Answered by thomasvikrant
3

Explanation:

It is the story of a long past. In a village, there lived an old couple. They had a single daughter. They did not have any son. As they wanted a son, they performed various religious rituals and duties, and went on fasting as believers. Wherever they went, whichever temple they visited, they sought a blessing from the God and that was for a son. In hope of a son, their youth passed and they started getting old. Yet they had no son. As their daughter got young, they arranged her marriage to a man far away from their village. After her marriage, the old couple was left alone. The agony of not having a son ever left them.

On night the old woman had a dream. In the dream, she was told that she would have a son. She shared this dream with her husband and they both felt happy at the thought. They thought that their devotion to God is going to yield good results. The dream turned true. The old woman conceived a baby and had a son. But the son was born with mula (planetary positions in such a place according to astrology that the new born baby's birth would invite death to the parents). The parents were worried. The asked the astrologers about what to do and did many things to avert death, but nothing would work. They were after all destined to death. They, however, consoled themselves thinking that even if they dies, their son who would help them cross the river in the underworld after their death. They will not be forced to remain in hell as they had a son to lead them through. (Hindus believe that only the son can help them cross the deadly river and free them through the rituals from the cycle of rebirth and redeem them from sins they have committed in this life).

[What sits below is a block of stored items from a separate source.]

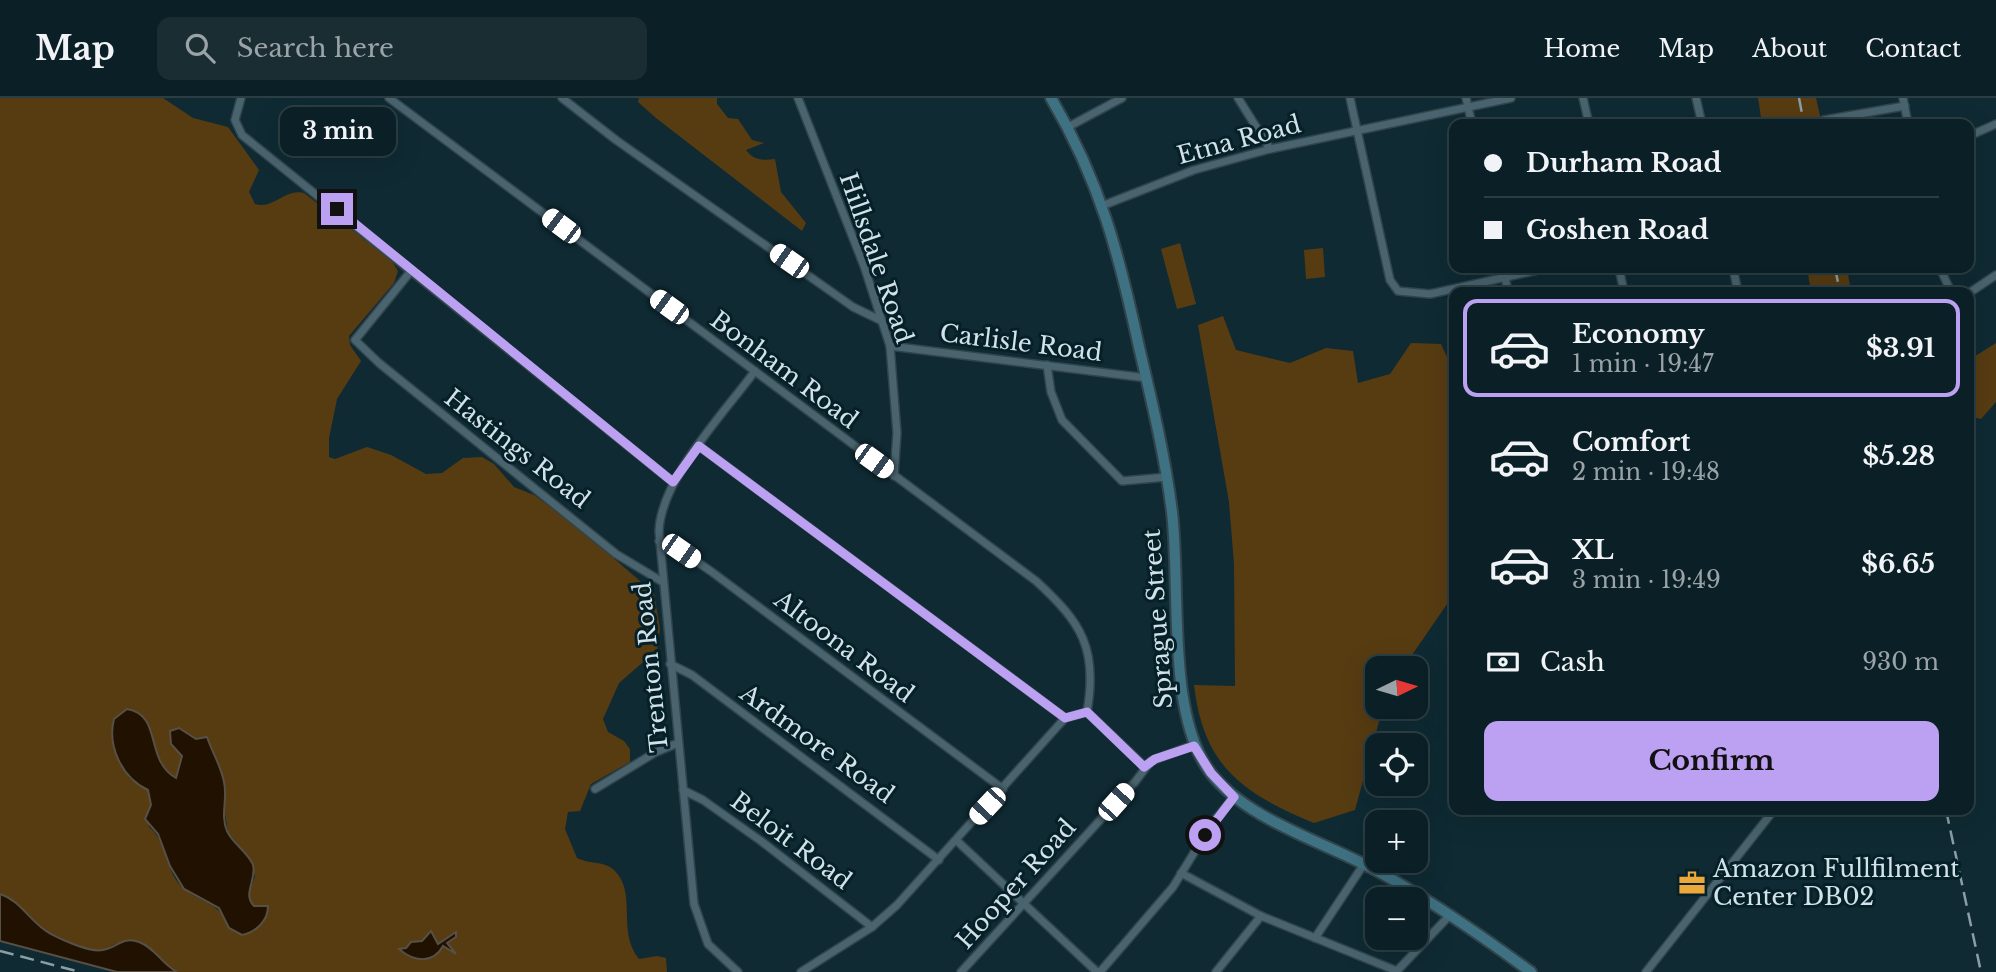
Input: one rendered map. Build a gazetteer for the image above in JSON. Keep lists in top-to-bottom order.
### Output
{
  "streets": {
    "main road": ["Sprague Street"],
    "street": [
      "Etna Road",
      "Hillsdale Road",
      "Carlisle Road",
      "Bonham Road",
      "Hastings Road",
      "Altoona Road",
      "Trenton Road",
      "Ardmore Road",
      "Beloit Road",
      "Hooper Road"
    ]
  },
  "crossings": [
    ["Etna Road", "Sprague Street"],
    ["Hillsdale Road", "Carlisle Road"],
    ["Hillsdale Road", "Bonham Road"],
    ["Carlisle Road", "Sprague Street"],
    ["Bonham Road", "Trenton Road"],
    ["Hastings Road", "Trenton Road"],
    ["Sprague Street", "Hooper Road"],
    ["Altoona Road", "Trenton Road"],
    ["Trenton Road", "Ardmore Road"],
    ["Trenton Road", "Beloit Road"]
  ],
  "places": {
    "office": ["Amazon Fullfilment Center DB02"]
  },
  "north": "right",
  "page": {
    "header": "Map",
    "search": "Search here",
    "nav": [
      "Home",
      "Map",
      "About",
      "Contact"
    ],
    "bubble": "3 min",
    "banner": ["Durham Road", "Goshen Road"],
    "list": [
      {
        "name": "Economy",
        "note": "1 min · 19:47",
        "value": "$3.91"
      },
      {
        "name": "Comfort",
        "note": "2 min · 19:48",
        "value": "$5.28"
      },
      {
        "name": "XL",
        "note": "3 min · 19:49",
        "value": "$6.65"
      }
    ],
    "pay": ["Cash", "930 m"],
    "map_buttons": ["+", "−"],
    "buttons": "Confirm"
  }
}
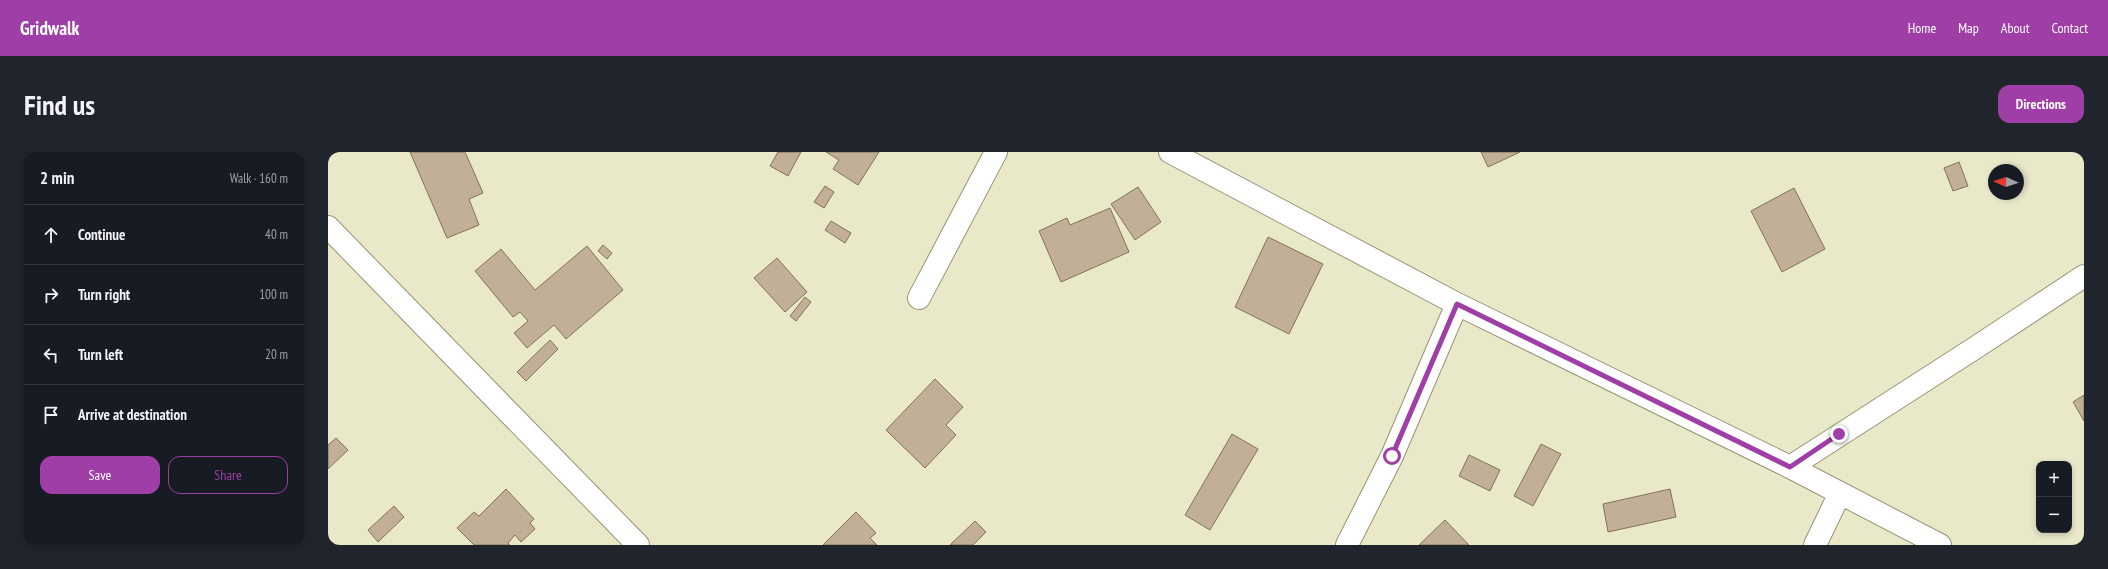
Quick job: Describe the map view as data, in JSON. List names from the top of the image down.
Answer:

Time passed and parents died away. The son was left alone as an orphan. As he was an orphan and was small, his relatives (uncles and cousins) tried to chase him away from his house. They wanted to drive him away and capture his property. Therefore, they started ill treating him. In a long time run, the boy could not tolerate their treatment. He started keeping away from home. He looked after the cattle of some other villagers and thus made his living. The villagers told him that he had a sister who was married to a man of a far off village. They told him to go to his sister. The boy grew up in the village by looking after the cattle of other villagers and when he was young, he went to his sister's place.

Answered by Anonymous
2

Answer:

This story is also good you try..... It.......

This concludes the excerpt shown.